'''
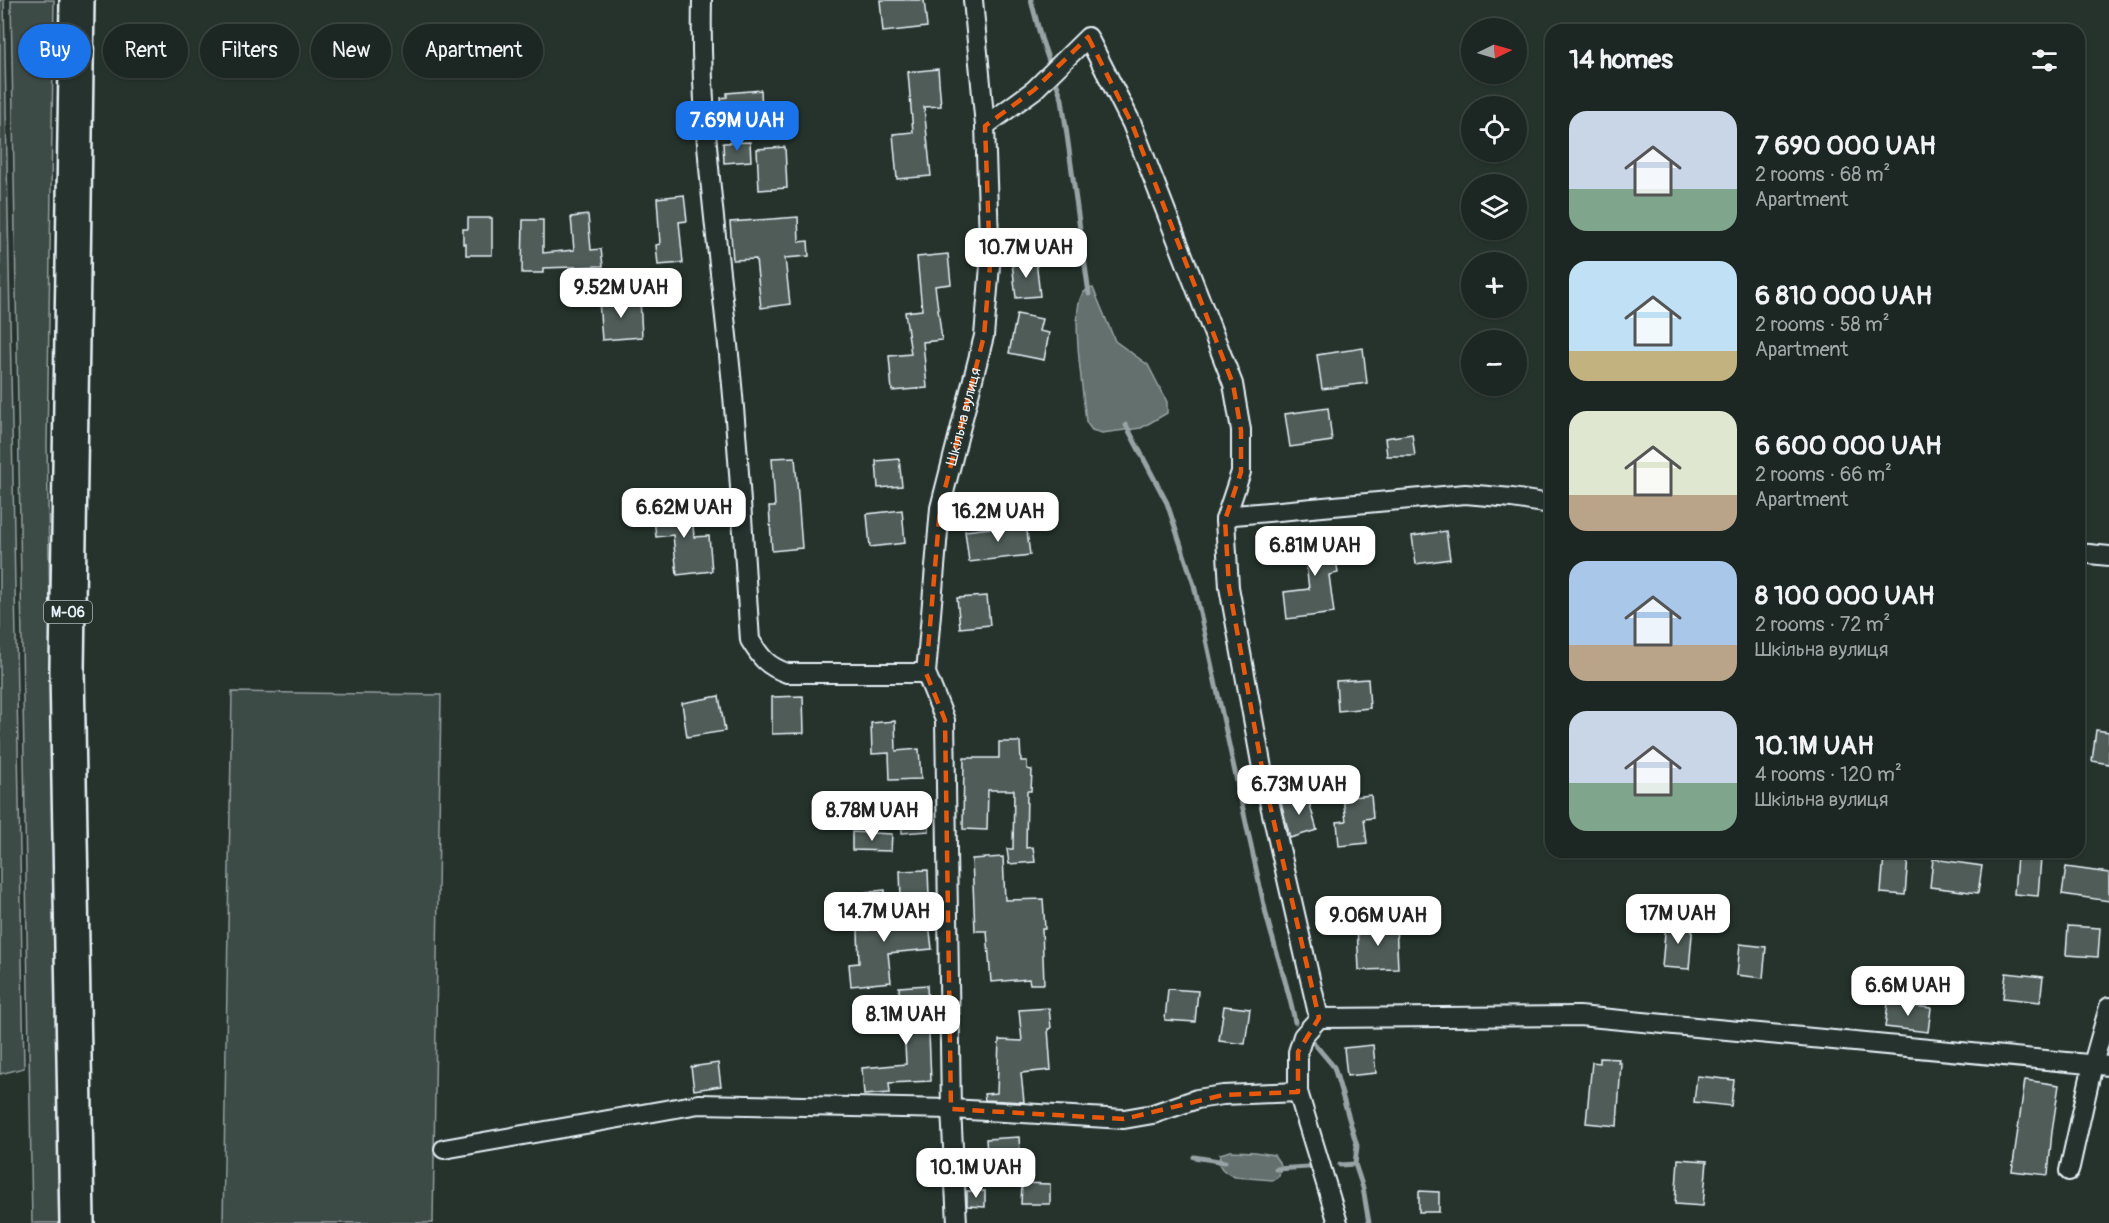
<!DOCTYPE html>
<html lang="en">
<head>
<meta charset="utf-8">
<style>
  :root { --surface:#1c2622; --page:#29322f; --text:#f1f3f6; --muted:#a0a5a5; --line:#3a4340; --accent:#1a73e8 }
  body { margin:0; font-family:Pangolin,sans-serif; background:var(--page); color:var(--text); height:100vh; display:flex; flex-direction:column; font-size:22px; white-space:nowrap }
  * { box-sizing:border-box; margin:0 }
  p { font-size:20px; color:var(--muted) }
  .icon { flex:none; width:33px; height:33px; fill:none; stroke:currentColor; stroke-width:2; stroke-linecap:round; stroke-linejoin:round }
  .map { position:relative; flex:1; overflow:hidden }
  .sheet { position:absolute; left:1545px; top:24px; width:540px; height:834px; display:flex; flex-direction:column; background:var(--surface); border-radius:18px; box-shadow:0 2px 4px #0004,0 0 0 2px var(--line) }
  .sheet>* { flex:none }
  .guide { position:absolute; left:18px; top:24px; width:570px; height:54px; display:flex; gap:12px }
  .needle { width:39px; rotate:85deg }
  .buttons { position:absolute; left:1461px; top:18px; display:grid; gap:12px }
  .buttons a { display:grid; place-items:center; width:66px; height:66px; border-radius:50%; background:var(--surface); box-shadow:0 2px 4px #0004,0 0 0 2px var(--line); font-size:30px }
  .price { position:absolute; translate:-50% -51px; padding:0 14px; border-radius:12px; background:#fff; color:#222; font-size:20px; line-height:39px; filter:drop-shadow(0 2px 3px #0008) }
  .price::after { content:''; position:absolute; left:50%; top:36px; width:18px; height:14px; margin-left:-9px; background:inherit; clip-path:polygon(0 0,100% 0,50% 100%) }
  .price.on { background:var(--accent); color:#fff }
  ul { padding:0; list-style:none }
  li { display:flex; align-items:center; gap:18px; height:150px; padding:0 24px }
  li span { display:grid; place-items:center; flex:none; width:168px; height:120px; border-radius:18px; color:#555 }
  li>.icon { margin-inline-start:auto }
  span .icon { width:72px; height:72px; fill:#fffc; stroke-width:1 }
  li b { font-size:26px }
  h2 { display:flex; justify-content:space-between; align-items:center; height:72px; padding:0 24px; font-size:26px }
  .pill { padding:0 21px; border-radius:27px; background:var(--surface); box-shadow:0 2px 4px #0004,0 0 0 2px var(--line); font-size:21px; line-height:54px }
  .pill.on { background:var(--accent); color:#fff }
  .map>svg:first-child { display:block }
</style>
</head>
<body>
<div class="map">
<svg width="2109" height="1223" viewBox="0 0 2109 1223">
  <rect width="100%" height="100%" fill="#26332d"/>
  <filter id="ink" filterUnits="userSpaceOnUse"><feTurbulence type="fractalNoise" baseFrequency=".0167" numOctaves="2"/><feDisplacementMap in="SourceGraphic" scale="12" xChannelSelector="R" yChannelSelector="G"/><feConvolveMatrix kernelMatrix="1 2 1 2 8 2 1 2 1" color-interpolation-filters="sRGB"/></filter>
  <g filter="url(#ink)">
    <g fill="#3e4b47" stroke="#939ea0" stroke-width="1.5">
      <path d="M0,0H4L24,1068L0,1074Z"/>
      <path d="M11,0H54L47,445L61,1223H32Z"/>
      <path d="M232,692L441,695L433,1223H223Z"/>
    </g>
    <g fill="#636f6d" stroke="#98a3a5" stroke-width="1.5">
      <path d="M1093,288L1115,341L1148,365L1167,402V413L1141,428L1102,433L1092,430L1086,422C1084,396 1070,314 1082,295C1085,290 1088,289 1093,288Z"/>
      <path d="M1230,1151L1255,1152L1274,1155L1281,1165L1279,1176L1273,1180L1235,1177C1228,1174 1222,1171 1219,1164L1220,1154Z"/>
    </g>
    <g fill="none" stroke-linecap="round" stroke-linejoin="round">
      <g stroke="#98a3a5" stroke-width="5">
        <path d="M1031,0L1041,38L1051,67"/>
        <path d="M1054,76L1062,99L1089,294"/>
        <path d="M1126,425L1167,503L1194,585L1266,914C1275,950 1288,985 1295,1022"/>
        <path d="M1313,1042L1334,1067L1357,1146L1355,1164L1363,1188L1369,1223"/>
        <path d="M1194,1157L1225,1162"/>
        <path d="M1340,1165L1355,1164"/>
        <path d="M1276,1169L1308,1167"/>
      </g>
    </g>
    <g fill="#505c59" stroke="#e8f1f8" stroke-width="1.5">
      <path d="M880,0H924L927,27L883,32Z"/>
      <path d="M938,69L941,106L924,107L931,176L897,179L893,134L913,132L908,72Z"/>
      <path d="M761,90L762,112L722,115L721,98L727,97V93Z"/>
      <path d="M750,142L751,161L724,163L723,143Z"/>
      <path d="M785,147L787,188L759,190L757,149Z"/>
      <path d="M684,195L687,221L679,222L683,263L658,265L656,245L660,244L657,198Z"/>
      <path d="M588,215L591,250L601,249L603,266L543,268V273H522L523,220H543V253L574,250L571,217Z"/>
      <path d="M798,217L799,242L808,241L809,256L785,258L790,304L761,308L756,259L733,260L730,222Z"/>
      <path d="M468,218H492V255H466V244H463V229H468Z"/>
      <path d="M948,254L951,284L935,286L942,340L923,342L927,388L892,391L889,356L911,354L905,312L922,310L917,257Z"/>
      <path d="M1036,260L1040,296L1016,298L1012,262Z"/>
      <path d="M640,298L642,337L602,340L599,301Z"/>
      <path d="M1017,314L1042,319L1039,331L1049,333L1044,360L1009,353Z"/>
      <path d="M1363,348L1367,383L1322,389L1317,355Z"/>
      <path d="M1328,408L1332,441L1290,447L1285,414Z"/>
      <path d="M1412,434L1415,456H1387L1385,438Z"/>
      <path d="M795,457L802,548L772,551L769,507H775L772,458Z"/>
      <path d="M899,459L902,486L878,488L876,461Z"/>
      <path d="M691,504L694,537L709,536L712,571L677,575L673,535L656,537L653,508Z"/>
      <path d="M902,510L905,543L870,547L867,514Z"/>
      <path d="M1026,524L1030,555L969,562L965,531Z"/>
      <path d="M1332,528L1338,573L1329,575L1334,613L1287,619L1284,592L1309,589L1302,532Z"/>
      <path d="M1446,531L1450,559L1416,564L1412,536Z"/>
      <path d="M987,596L990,625L960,628L957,598Z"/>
      <path d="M1368,679L1370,708L1338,711L1336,681Z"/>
      <path d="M719,696L725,731L687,737L682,703Z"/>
      <path d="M803,696L804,733L772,734V697Z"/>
      <path d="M895,721L896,751L919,749L921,779L890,780L889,753L872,754L871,723Z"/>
      <path d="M2096,730L2109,732V764L2092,761Z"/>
      <path d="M999,742H1020L1021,761H1027V769L1032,770L1031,791H1027L1026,848L1033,847L1035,862L1009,864L1007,849H1013L1014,790H988L987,830L963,829L964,758H999Z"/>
      <path d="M1307,795L1317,830L1290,838L1281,802Z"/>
      <path d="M1371,795L1373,818L1364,819L1367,843L1339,846L1337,822L1346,821L1343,798Z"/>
      <path d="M927,807L929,831L902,833L901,809Z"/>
      <path d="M852,832L892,834L891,851L852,850Z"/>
      <path d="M1884,855L1908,857L1905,895L1881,893Z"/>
      <path d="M2017,856L2041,858L2038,896L2014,894Z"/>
      <path d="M1003,857L1005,900L1043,899L1045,929H1042L1044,984H1030L1029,979L991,982L987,931H975L972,859Z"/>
      <path d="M1933,859L1982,866L1978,893L1930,887Z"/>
      <path d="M2066,867L2109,873V901L2062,894Z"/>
      <path d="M928,870L929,896L901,898L900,871Z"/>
      <path d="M885,890L888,927L929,923L932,949L888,953L891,982L851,986L849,964L859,963L858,930H869L866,892Z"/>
      <path d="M1666,921L1693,923L1689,969L1662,967Z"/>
      <path d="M1396,924L1398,969L1359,970L1357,926Z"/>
      <path d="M2068,926L2100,928L2098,957L2066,955Z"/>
      <path d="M1740,944L1766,947L1763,978L1737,975Z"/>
      <path d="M2006,973L2043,977L2040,1002L2003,998Z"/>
      <path d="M927,985L931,1081L889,1083L890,1093L864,1095L862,1068L906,1064L904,1024H901L899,987Z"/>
      <path d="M1168,989L1198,991L1195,1022L1165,1020Z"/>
      <path d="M1888,1003L1931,1008L1928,1032L1885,1027Z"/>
      <path d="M1224,1006L1250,1009L1245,1044L1219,1041Z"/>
      <path d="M1049,1008L1051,1028L1048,1029L1051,1070L1021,1073L1024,1102L985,1100L984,1094L997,1093L999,1040L1022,1041L1019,1010Z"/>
      <path d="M1373,1045L1376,1073L1347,1076L1344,1048Z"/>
      <path d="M1600,1058L1619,1059L1618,1063H1621L1617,1126L1586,1123L1592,1062L1600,1063Z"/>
      <path d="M718,1063L721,1086L694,1090L691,1067Z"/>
      <path d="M1697,1076L1734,1080L1731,1106L1694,1102Z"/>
      <path d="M2025,1080L2059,1085L2052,1131L2048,1175L2012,1171Z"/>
      <path d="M1019,1137L1021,1168L988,1170L986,1139Z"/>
      <path d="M1678,1159L1707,1161L1703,1206L1675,1204Z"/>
      <path d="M1022,1183L1050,1184V1204H1021Z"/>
      <path d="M967,1191H985V1207L967,1206Z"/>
      <path d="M1419,1191L1439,1192V1212H1419Z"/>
    </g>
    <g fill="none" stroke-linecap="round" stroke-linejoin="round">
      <g stroke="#e8f1f8" stroke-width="22">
        <g id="street">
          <path d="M702,0C699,129 720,257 732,385C740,470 744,555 750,640C761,658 767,666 787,673H926"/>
          <path d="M985,126L1034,90L1088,37L1132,124L1233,384L1241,430V472L1225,520L1229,587L1264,779L1319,1018L1303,1036L1298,1052V1092L1338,1223"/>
          <path d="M1225,520L1234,515L1246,514L1465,494L1512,498L1551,504"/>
          <path d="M2079,553L2109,556"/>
          <path d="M1319,1018L1579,1016L2109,1066"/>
          <path d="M444,1149L699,1104L951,1109L1124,1119L1153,1114L1197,1099L1223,1095L1298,1092"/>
          <path d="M2069,1171L2093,1064L2109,1007"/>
          <path id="s1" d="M957,1223L951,1109L945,720L926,673L940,508L984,336L990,266L985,126L973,0"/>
        </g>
      </g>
      <g stroke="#e8f1f8" stroke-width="38">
        <path id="highway" d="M77,1223L67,670L77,0"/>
      </g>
      <use href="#street" stroke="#26332d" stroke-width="18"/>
      <use href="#highway" stroke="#26332d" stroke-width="33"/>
    </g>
  </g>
  <path fill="none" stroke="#e8590c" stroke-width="4.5" stroke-dasharray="12 8" stroke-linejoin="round" d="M1088,37L1132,124L1233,384L1241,430V472L1225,520L1229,587L1264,779L1319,1018L1298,1052V1092L1223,1095L1124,1119L951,1109L945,720L926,673L940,508L984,336L990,266L985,126L1034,90Z"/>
  <g text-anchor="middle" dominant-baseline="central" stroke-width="4.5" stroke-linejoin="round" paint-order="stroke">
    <rect fill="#26332d" stroke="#aeb8bb" stroke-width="1.5" x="44" y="601" width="48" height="22" rx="4.5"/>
    <g font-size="14" font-weight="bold" fill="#e8f1f8">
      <text x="68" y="612">М-06</text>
    </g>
    <g font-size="15" fill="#e8f1f8" stroke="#26332d">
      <text stroke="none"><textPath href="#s1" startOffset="814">Шкільна вулиця</textPath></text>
    </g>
  </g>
</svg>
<div class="buttons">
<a><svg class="needle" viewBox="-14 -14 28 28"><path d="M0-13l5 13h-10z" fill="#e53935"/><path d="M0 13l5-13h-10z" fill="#a0a5a5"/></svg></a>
<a><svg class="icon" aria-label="locate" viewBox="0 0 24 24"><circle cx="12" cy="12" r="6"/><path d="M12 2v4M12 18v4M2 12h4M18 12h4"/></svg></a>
<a><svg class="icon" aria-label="layers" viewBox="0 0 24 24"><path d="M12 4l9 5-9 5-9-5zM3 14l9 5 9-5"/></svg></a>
<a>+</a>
<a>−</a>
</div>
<b class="price on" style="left:737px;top:152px">7.69M UAH</b>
<b class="price" style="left:1026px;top:279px">10.7M UAH</b>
<b class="price" style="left:621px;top:319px">9.52M UAH</b>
<b class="price" style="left:684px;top:539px">6.62M UAH</b>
<b class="price" style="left:998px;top:543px">16.2M UAH</b>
<b class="price" style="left:1315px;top:577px">6.81M UAH</b>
<b class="price" style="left:1299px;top:816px">6.73M UAH</b>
<b class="price" style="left:872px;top:842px">8.78M UAH</b>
<b class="price" style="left:884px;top:943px">14.7M UAH</b>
<b class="price" style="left:1678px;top:945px">17M UAH</b>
<b class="price" style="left:1378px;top:947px">9.06M UAH</b>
<b class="price" style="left:1908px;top:1017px">6.6M UAH</b>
<b class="price" style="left:906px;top:1046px">8.1M UAH</b>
<b class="price" style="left:976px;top:1199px">10.1M UAH</b>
<div class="guide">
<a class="pill on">Buy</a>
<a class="pill">Rent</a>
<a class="pill">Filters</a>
<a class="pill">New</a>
<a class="pill">Apartment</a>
</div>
<section class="sheet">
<h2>14 homes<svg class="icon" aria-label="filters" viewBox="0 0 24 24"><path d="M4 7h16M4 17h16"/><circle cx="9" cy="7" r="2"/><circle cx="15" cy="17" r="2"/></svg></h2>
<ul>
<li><span style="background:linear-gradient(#c9d6e8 65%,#7fa58c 0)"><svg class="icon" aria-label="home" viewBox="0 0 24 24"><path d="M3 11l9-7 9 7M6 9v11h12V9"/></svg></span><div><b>7 690 000 UAH</b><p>2 rooms · 68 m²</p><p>Apartment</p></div></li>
<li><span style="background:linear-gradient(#bfe0f5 75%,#c2b280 0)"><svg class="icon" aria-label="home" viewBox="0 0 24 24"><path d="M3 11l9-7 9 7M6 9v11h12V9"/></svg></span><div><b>6 810 000 UAH</b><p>2 rooms · 58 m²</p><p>Apartment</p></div></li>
<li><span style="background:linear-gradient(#dfe7d0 70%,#b9a48a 0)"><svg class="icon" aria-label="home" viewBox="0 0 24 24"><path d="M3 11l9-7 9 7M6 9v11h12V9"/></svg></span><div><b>6 600 000 UAH</b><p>2 rooms · 66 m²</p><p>Apartment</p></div></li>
<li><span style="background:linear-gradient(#a9c7e8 70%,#b9a48a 0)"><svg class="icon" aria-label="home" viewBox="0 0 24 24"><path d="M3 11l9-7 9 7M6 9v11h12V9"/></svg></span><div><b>8 100 000 UAH</b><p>2 rooms · 72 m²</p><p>Шкільна вулиця</p></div></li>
<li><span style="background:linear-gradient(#c9d6e8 60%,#7fa58c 0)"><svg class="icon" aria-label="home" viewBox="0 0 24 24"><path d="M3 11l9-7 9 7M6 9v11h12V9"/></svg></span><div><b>10.1M UAH</b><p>4 rooms · 120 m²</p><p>Шкільна вулиця</p></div></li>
</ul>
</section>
</div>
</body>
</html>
'''
## Work item
Among the entries, how many lines hold the string "buttons"? Answer with a bare number.

## Answer area
3